Susan soltó un resoplido.
—Tiene su propia vida y sus propios problemas. Deberíamos estar seguras de que necesitamos ayuda antes de pedírsela.
Pronunció estas palabras como estableciendo una verdad irrebatible, como demostrando algo, aunque su madre no sabía muy bien qué.
Diana se disponía a replicar algo, pero notó una punzada repentina y aguda en las entrañas y tomó una bocanada anhelosa del aire de la habitación para mitigarla. El dolor fue como una descarga que estremeció su organismo, poniéndole las terminaciones nerviosas de punta. Esperó a que la oleada se estabilizase y luego remitiese, cosa que ocurrió al cabo de unos momentos. Se recordó a sí misma que al cáncer que la corroía por dentro le preocupaban poco los sentimientos, y desde luego le importaban un bledo los otros problemas que pudiera tener. Era justo lo contrario del homicidio que su hija había presenciado esa noche. Era lento y cruelmente paciente. Podía causar tanto dolor como el cuchillo del hombre, pero se tomaría su tiempo antes. No habría nada rápido en ello, aunque pudiera resultar tan singularmente letal como una cuchillada o un tiro.
Se sentía un poco mareada, pero se recuperó con una serie de respiraciones profundas, como las de un buceador que se dispone a sumergirse.
—De acuerdo —dijo con cautela—. ¿Qué te dice esa cartera abierta que viste?
Susan se encogió de hombros y, antes de que pudiera responder, su madre prosiguió:
—Lo que tu hermano te diría es que vivimos en un mundo violento en que hay demasiado poco tiempo y demasiadas pocas ganas como para que alguien realmente llegue a resolver un crimen. La función de la policía es intentar mantener el orden, cosa que hace de forma algo despiadada. Y cuando se comete un crimen que tiene una solución fácil, lo solucionan, porque así consiguen que la rutina continúe su accidentada marcha. Pero casi siempre, a menos que el muerto sea importante, hacen caso omiso de él y simplemente lo entierran como una víctima más de esta época anárquica. Y el asesinato de algún ejecutivo de segunda categoría obseso y medio borracho no me parece un caso al que la policía vaya a darle mucha importancia. Además, aunque supongamos por un momento que algún inspector se interesaría en el caso, ¿qué es lo que encontraría?
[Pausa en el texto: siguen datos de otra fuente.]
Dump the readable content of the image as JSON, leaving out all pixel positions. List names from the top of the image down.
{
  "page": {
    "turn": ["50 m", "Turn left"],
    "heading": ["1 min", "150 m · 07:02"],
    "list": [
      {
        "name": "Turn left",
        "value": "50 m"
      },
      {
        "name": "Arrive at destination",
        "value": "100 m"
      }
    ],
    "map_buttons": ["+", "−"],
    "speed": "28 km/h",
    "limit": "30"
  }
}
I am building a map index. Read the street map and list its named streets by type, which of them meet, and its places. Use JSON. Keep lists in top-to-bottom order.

Una cartera abierta y una cremallera de pantalón bajada. Un homicidio por robo, y ya está. Bingo. Y su conclusión sería que había algunas chicas del oficio en ese bar que no es precisamente de clase alta, y que una de ellas, o su chulo, se cargó al tipo. Y para cuando ese inspector agobiado de trabajo se dé cuenta de que eso que parece tan obvio no fue lo que pasó en realidad, el interés por el asunto se habrá enfriado mucho ya y tendrá pocas ganas de hacer otra cosa que archivarlo debajo de una pila de casos. Sobre todo cuando descubra que no había ninguna cámara de seguridad que grabase imágenes útiles de todas las idas y venidas. En fin, esto es lo que tu hermano te diría que el asesino consiguió con sólo embolsarse el dinero del hombre y dejar la cartera ahí tirada. Así de sencillo.
Susan la escuchó, y luego vaciló antes de responder.
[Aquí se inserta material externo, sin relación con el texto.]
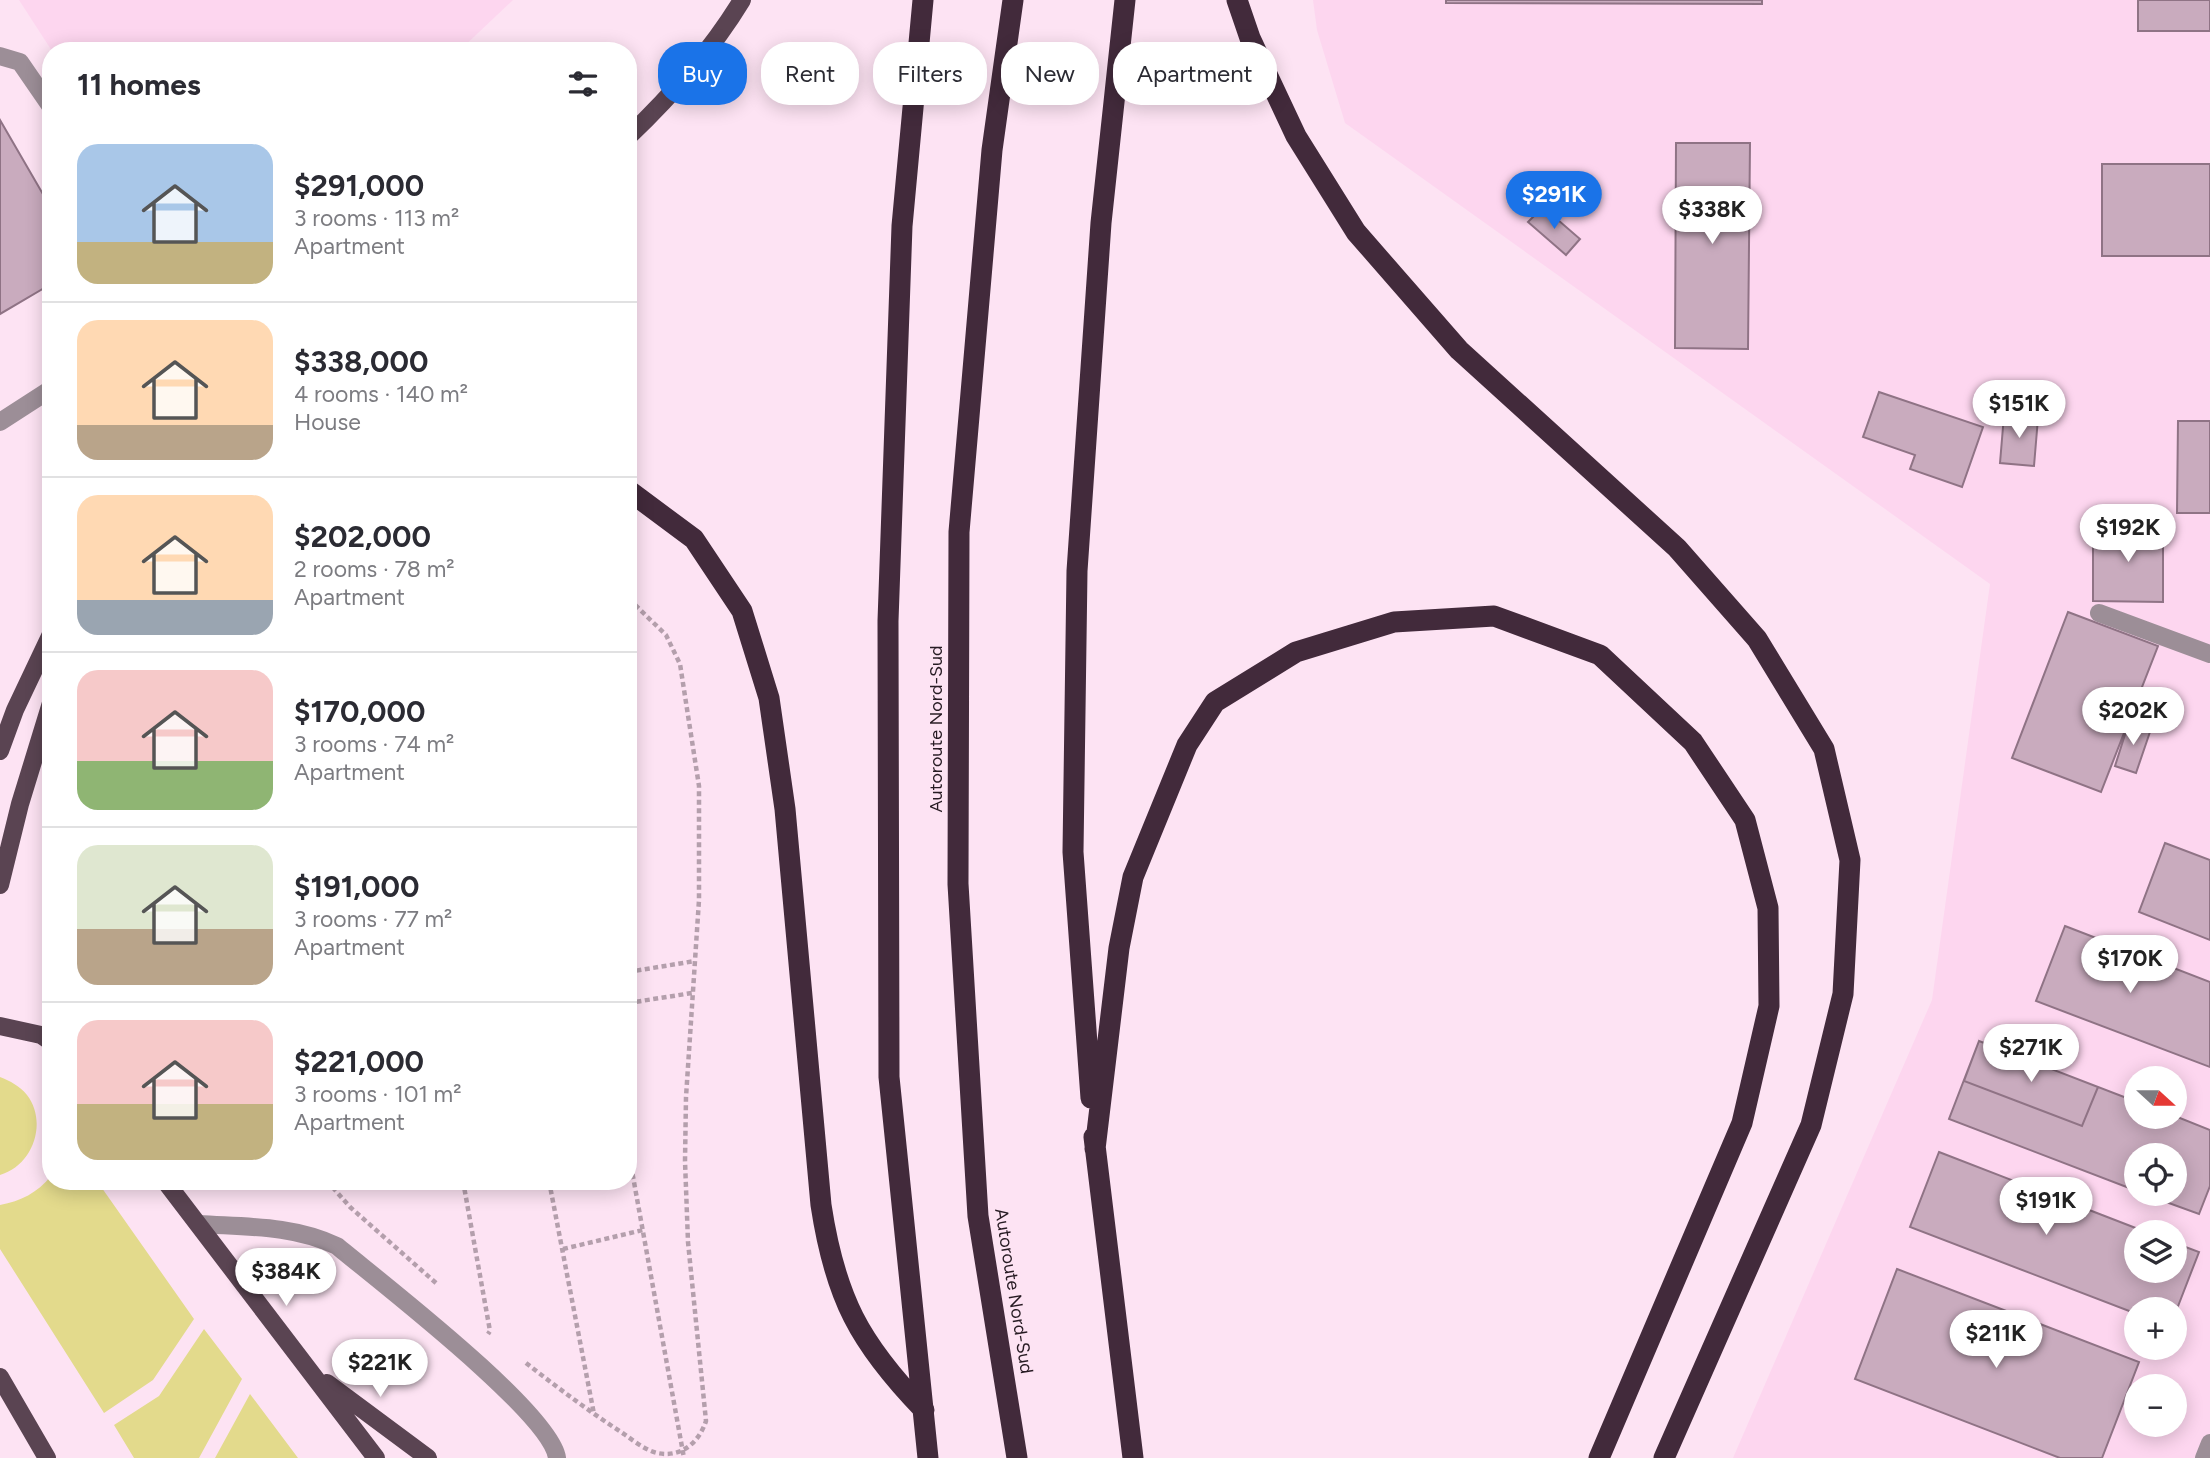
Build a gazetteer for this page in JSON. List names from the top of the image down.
{
  "streets": {
    "highway": ["Autoroute Nord-Sud"]
  },
  "north": "right",
  "page": {
    "chip": [
      "Buy",
      "Rent",
      "Filters",
      "New",
      "Apartment"
    ],
    "heading": "11 homes",
    "list": [
      {
        "name": "$291,000",
        "note": "3 rooms · 113 m² · Apartment"
      },
      {
        "name": "$338,000",
        "note": "4 rooms · 140 m² · House"
      },
      {
        "name": "$202,000",
        "note": "2 rooms · 78 m² · Apartment"
      },
      {
        "name": "$170,000",
        "note": "3 rooms · 74 m² · Apartment"
      },
      {
        "name": "$191,000",
        "note": "3 rooms · 77 m² · Apartment"
      },
      {
        "name": "$221,000",
        "note": "3 rooms · 101 m² · Apartment"
      }
    ],
    "price": [
      "$291K",
      "$338K",
      "$151K",
      "$192K",
      "$202K",
      "$170K",
      "$271K",
      "$191K",
      "$384K",
      "$211K",
      "$221K"
    ],
    "map_buttons": ["+", "−"]
  }
}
—Todavía podría acudir yo misma a la policía.
Diana negó con la cabeza enérgicamente.
—¿Y cómo crees que nos ayudarán si les pones en bandeja a una sospechosa perfecta del asesinato? Me refiero a ti, porque ni en broma se van a creer que había alguien más que te vigilaba de forma anónima, a escondidas; alguien sin una cara, un nombre o algo que lo identifique salvo un par de mensajes crípticos que te dejó delante de nuestra casa, y que resulta ser lo bastante hábil para quitar de en medio a alguien que se presenta y te amenaza. Es como una especie de ángel guardián excepcionalmente diabólico.
Entonces Diana se interrumpió de golpe.
La cabeza le daba vueltas y el dolor le atenazaba el cuerpo.
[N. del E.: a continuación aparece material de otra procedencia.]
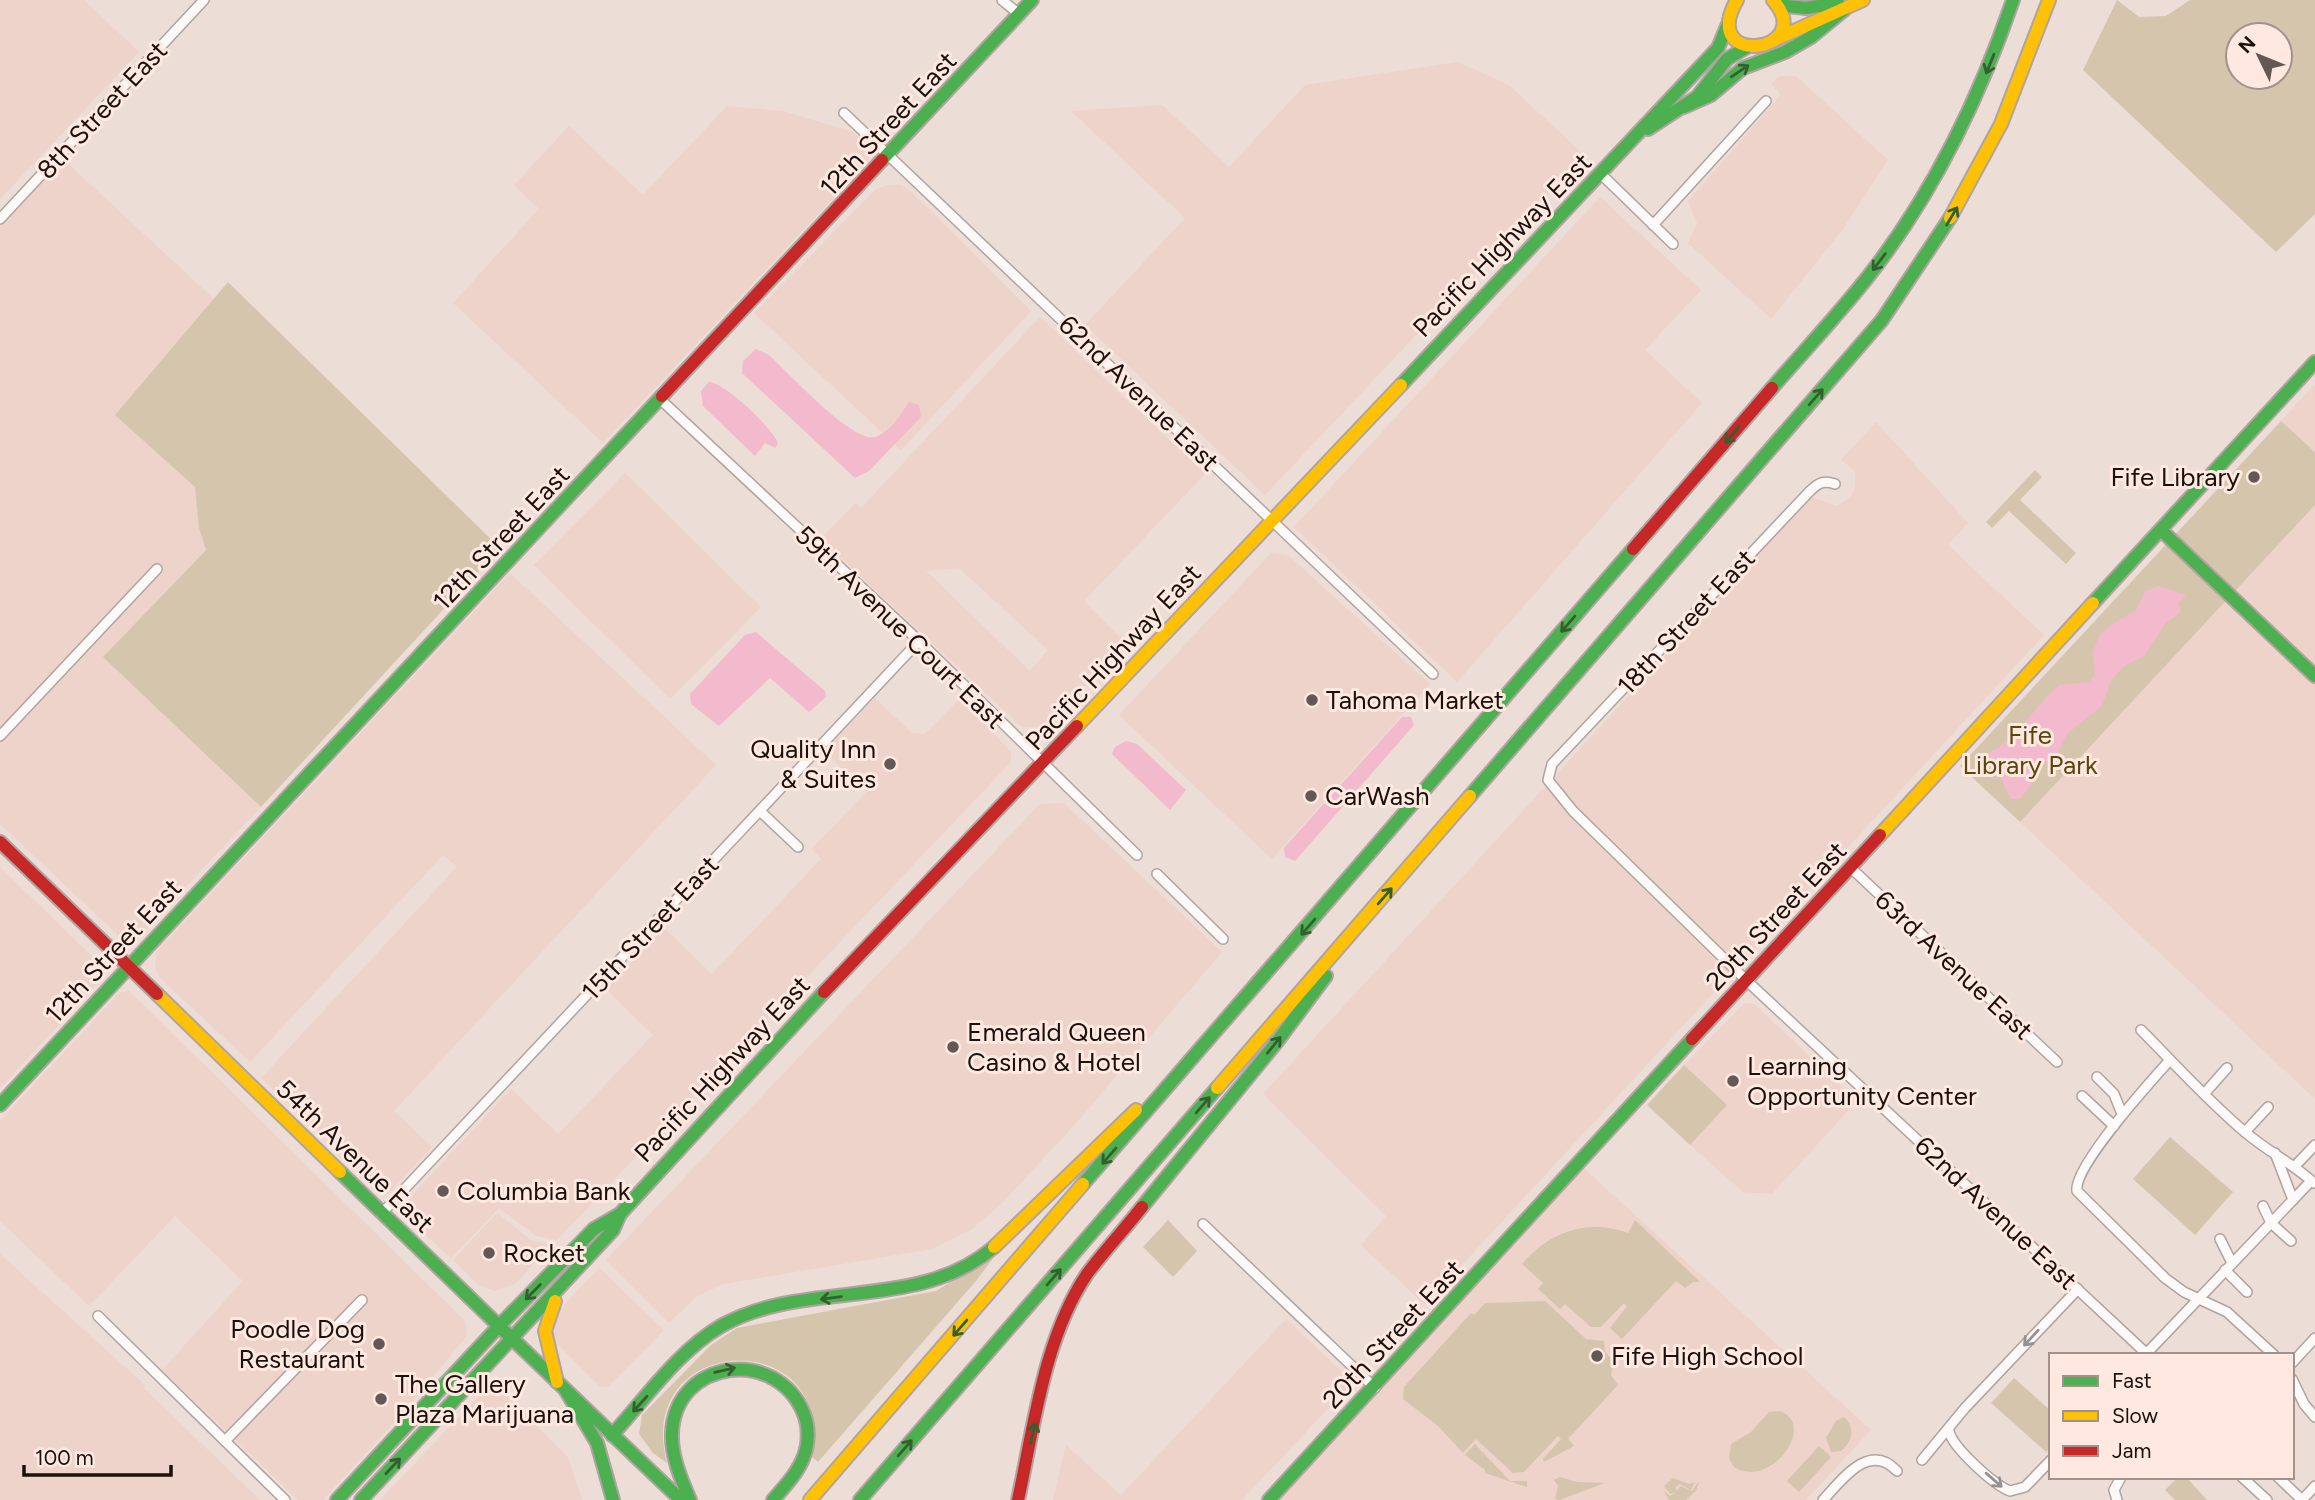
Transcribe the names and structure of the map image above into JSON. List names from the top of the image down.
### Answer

Había un frasco de píldoras en la mesa de centro que tenía delante. Lenta y pausadamente extendió el brazo hacia él y lo sacudió para dejar caer dos cápsulas sobre la palma de su mano. Se las tragó y las bajó con el resto amargo y tibio de cerveza que quedaba en el fondo de la botella.
Pero lo que de verdad le dolía no era que la enfermedad hiciese notar su presencia, sino las últimas palabras que había pronunciado: «un ángel guardián excepcionalmente diabólico». Y es que sólo se le ocurría una persona con las características necesarias para encajar en esta descripción.
«¡Pero está muerto, maldita sea! —gritó para sus adentros— ¡Murió hace años! ¡Estamos libres de él!»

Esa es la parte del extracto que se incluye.